» What you will do: Using the entries that follow, collect the lines where the word "fillStyle" appears.

» Available data:
%%
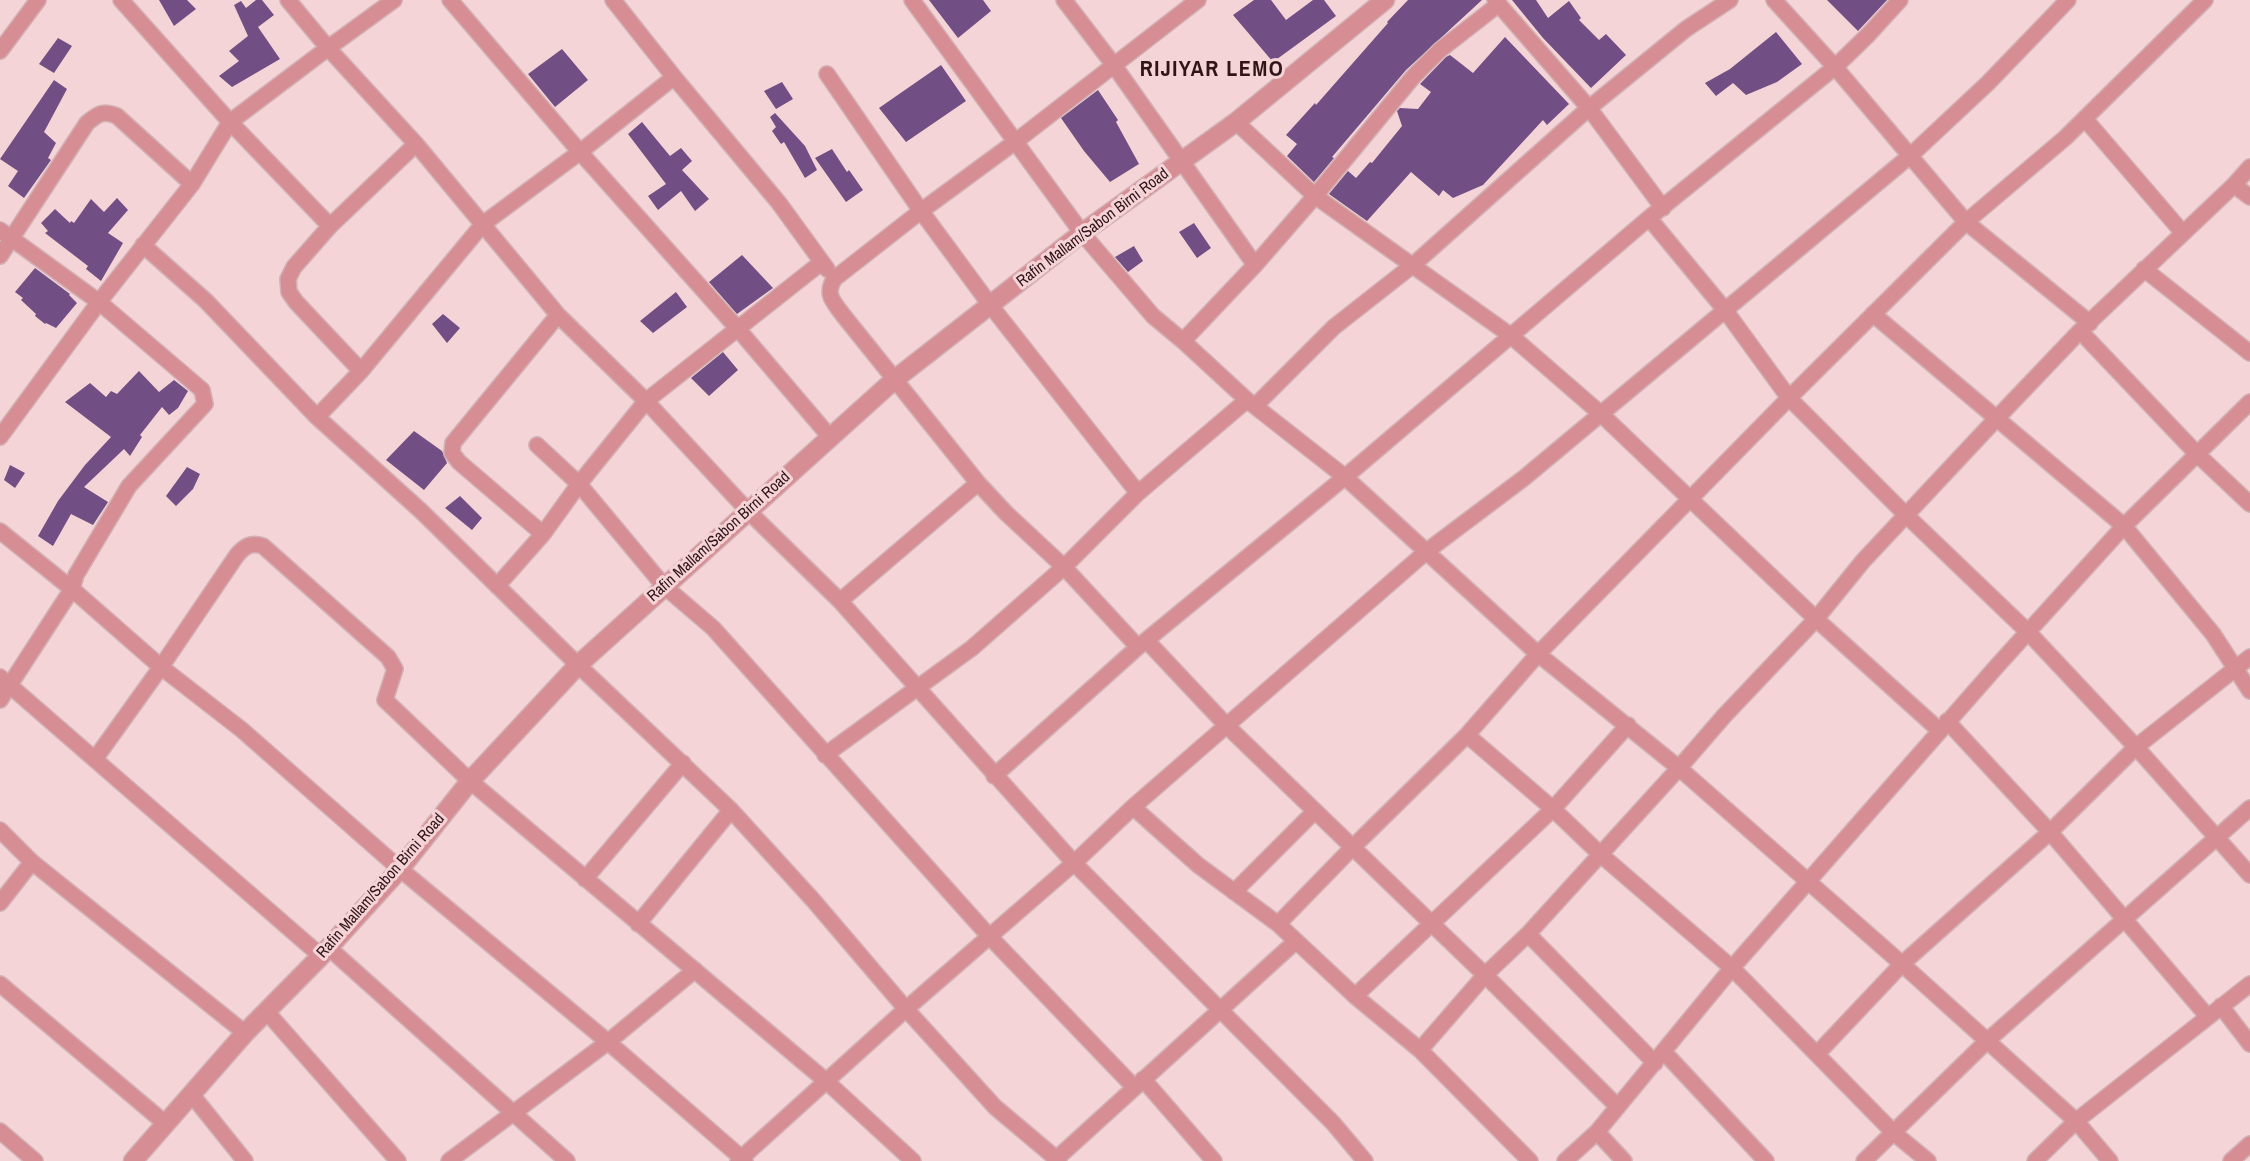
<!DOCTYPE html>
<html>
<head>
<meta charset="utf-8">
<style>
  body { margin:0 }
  canvas { display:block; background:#f5d4d7 }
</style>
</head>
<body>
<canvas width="2250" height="1161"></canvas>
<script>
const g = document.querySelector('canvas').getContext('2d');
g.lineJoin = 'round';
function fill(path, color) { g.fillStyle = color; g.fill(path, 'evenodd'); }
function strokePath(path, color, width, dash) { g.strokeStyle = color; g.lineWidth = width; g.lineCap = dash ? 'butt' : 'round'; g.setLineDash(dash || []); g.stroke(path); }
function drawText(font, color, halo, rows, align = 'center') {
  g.font = font + ' "Archivo Narrow",sans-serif'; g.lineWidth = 6; g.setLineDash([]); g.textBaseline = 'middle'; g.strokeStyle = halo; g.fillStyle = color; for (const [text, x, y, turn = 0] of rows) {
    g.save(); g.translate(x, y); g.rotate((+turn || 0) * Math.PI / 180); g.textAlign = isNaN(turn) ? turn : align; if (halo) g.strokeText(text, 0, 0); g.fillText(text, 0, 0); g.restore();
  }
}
const building = new Path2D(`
  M159 0H187L196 9 174 26Z
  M256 0H262L274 15 258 27 280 59 232 87 219 76 239 61 229 51 248 36 234 5 241 1 246 8Z
  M929 0H983L991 11 958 38Z
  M1254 0H1271L1286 20 1313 0H1324L1336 16 1273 62 1233 15Z
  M1408 0H1482L1406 70 1332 157 1334 158 1314 182 1287 156 1297 144 1286 135 1315 103 1316 105 1388 23 1387 22Z
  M1512 0H1536L1548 18 1569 1 1581 18 1579 20 1599 40 1606 34 1626 55 1591 88 1543 38Z
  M1827 0H1887L1858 31Z
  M1776 32 1802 64 1777 82 1746 95 1733 83 1716 96 1705 83 1730 69Z
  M1505 37 1569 104 1547 125 1543 120 1483 185 1453 198 1443 190 1439 196 1411 172 1367 221 1329 194 1348 171 1356 178 1370 162 1372 163 1402 126 1397 111 1400 108 1418 109 1431 92 1420 84 1446 57 1450 55 1473 73Z
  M58 38 72 46 54 73 39 64Z
  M562 49 588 80 555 107 528 74Z
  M941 65 966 101 906 142 879 108Z
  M54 80 67 89 44 132 56 143 48 158 51 160 24 198 8 186 18 171 0 159Z
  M782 82 793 99 776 109 764 91Z
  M1098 90 1118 120 1116 122 1139 164 1110 182 1084 151 1061 118Z
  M775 113 805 146 817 170 805 178 784 142 781 144 772 131 776 127 770 117Z
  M642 122 670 156 681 148 692 161 682 170 709 199 695 211 681 191 658 210 648 196 666 184 628 134Z
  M832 149 847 172 849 170 863 190 846 202 815 158Z
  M117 198 128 210 108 233 123 243 101 281 86 269 88 266 45 233 48 231 41 223 55 209 70 223 71 221 74 223 91 199 104 212Z
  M1194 223 1211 248 1197 258 1179 232Z
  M1134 246 1143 261 1128 272 1115 257Z
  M742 255 773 288 737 314 709 282Z
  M35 268 70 294 69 295 77 303 56 328 46 323 45 324 35 316 36 314 21 300 23 298 15 292Z
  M676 292 687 307 653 333 640 321Z
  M443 314 460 328 447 343 432 324Z
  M723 352 738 370 709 396 691 378Z
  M139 371 159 392 174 380 188 391 178 408 169 415 162 407 140 435 142 437 130 456 124 449 84 487 108 502 93 525 71 514 53 546 38 536 58 501 85 465 111 437 65 402 90 383 106 397 111 391 117 394Z
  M414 431 442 451 447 463 424 490 386 460Z
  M10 465 25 473 15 488 4 480Z
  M187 467 200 474 193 489 176 506 166 496Z
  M460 496 482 518 472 530 445 508Z`);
const minor = new Path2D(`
  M121 0 230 122 330 226
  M288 0 328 48 416 144 558 315 646 401 748 511 840 601 1074 863 1333 1123 1365 1161
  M450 0 580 152 738 329 830 437
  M613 0 674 77 779 203 827 269
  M912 0 1082 233 1153 316 1183 341 1247 400 1345 477 1538 654 1679 768 1902 964 2076 1121 2110 1161
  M1064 0 1113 64 1255 265
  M1495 0 1589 108 1663 208
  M1774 0 1835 67 1966 222 2090 323
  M0 51 38 0
  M827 74 921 211 991 306 1138 493
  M2085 119 2183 233
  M1236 122 1315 196 1510 335 1601 414 1816 619 1939 730
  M2234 185 2250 197
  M1649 218 1725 310 1789 398 1906 515 2028 632 2136 747 2250 875
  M0 230 99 302 202 390 205 404 129 486 76 575 72 589 0 700
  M143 245 206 301 317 417 421 511 578 665 731 810 813 900 906 1009 995 1107 1059 1161
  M0 256 87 123C98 114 103 110 117 116L192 184
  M2144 269 2250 353
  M1873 314 2124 526 2213 634 2250 691
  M2080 331 2198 455 2250 504
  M1183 341 1255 265 1315 196 1413 77 1440 50 1499 4
  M361 371 296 302 289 292 288 279 294 267 330 226 416 144
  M1255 406 1334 327 1413 265 1589 108 1686 29 1730 0
  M317 417 361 371 483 224 580 152 674 77
  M0 437 99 302 192 184 230 122 328 48 394 0
  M537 445 579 484 664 586 713 628 989 936 1134 1087
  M0 531 72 589 161 667 242 730 400 869 608 1042 745 1161
  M543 534 459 462 452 453 453 443 558 315
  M497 586 543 534 579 484 646 401 822 262
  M840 601 978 483
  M1147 641 1227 726 1485 975 1618 1107
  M1138 647 1064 567 1006 513 978 483 843 315C833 301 825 295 834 279L921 211 1015 142 1198 0
  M0 677 321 956
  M1947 721 2050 832 2208 1017
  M1467 735 1553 809 1600 854 1732 968 1894 1133 1928 1161
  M825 755 972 648 1064 567 1138 493 1247 400
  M95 759 161 667 237 555C245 546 251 542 263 546L388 657 395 669 385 700 470 781 826 1081 913 1161
  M994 776 1138 647 1345 477 1649 218 1835 67 1868 35 1900 0
  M1133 807 1198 865 1278 924 1355 996 1420 1050 1530 1161
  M0 830 32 862 245 1033
  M585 879 683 763
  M1234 892 1315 811
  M0 903 32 862
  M638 924 731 810
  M1278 924 1352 848 1467 735 1538 654 1789 398 1966 222 2065 138 2205 0
  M1528 934 1655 1063
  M329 948 567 1161
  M0 984 166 1124
  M1355 996 1553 809 1628 725
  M2221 1006 2250 1044
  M266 1011 398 1161
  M1420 1050 1485 975 1528 934 1679 768 1724 716 1816 619 1863 561 1997 418 2080 331 2234 185 2250 167
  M1664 1052 1766 1161
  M1817 1054 1902 964 2050 832 2136 747 2250 657
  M1143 1079 1214 1161
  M192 1095 245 1161
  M0 1131 35 1161
  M1597 1132 1624 1161
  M449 1161 608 1042 695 970
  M738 1161 906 1009 1074 863 1133 807 1427 551 1524 478 1911 155 1988 83 2068 0
  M1054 1161 1296 941
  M1565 1161 1597 1132 1732 968 1997 666 2124 526 2250 402
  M1864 1161 1987 1041 2250 808
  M2035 1161 2076 1121 2250 984
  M2231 1161 2250 1144`);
const tertiary = new Path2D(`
  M133 1161 245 1033 321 956 400 869 470 781 578 665 894 380 1082 233 1236 122 1385 0`);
const streetNames = [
  ["Rafin Mallam/Sabon Birni Road",1093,228,-37],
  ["Rafin Mallam/Sabon Birni Road",719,537,-42],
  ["Rafin Mallam/Sabon Birni Road",381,886,-49]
];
const districtNames = [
  ["RIJIYAR LEMO",1212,70]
];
fill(building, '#714e84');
strokePath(minor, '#d2b1b5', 18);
strokePath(tertiary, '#d2b1b5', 21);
strokePath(minor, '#d68d94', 15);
strokePath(tertiary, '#d68d94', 18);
drawText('16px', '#311418', '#f5d4d7', streetNames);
g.letterSpacing = '1.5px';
drawText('bold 22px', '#311418', '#f5d4d7', districtNames);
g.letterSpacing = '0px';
</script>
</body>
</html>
%%
» Completed task:
function fill(path, color) { g.fillStyle = color; g.fill(path, 'evenodd'); }
  g.font = font + ' "Archivo Narrow",sans-serif'; g.lineWidth = 6; g.setLineDash([]); g.textBaseline = 'middle'; g.strokeStyle = halo; g.fillStyle = color; for (const [text, x, y, turn = 0] of rows) {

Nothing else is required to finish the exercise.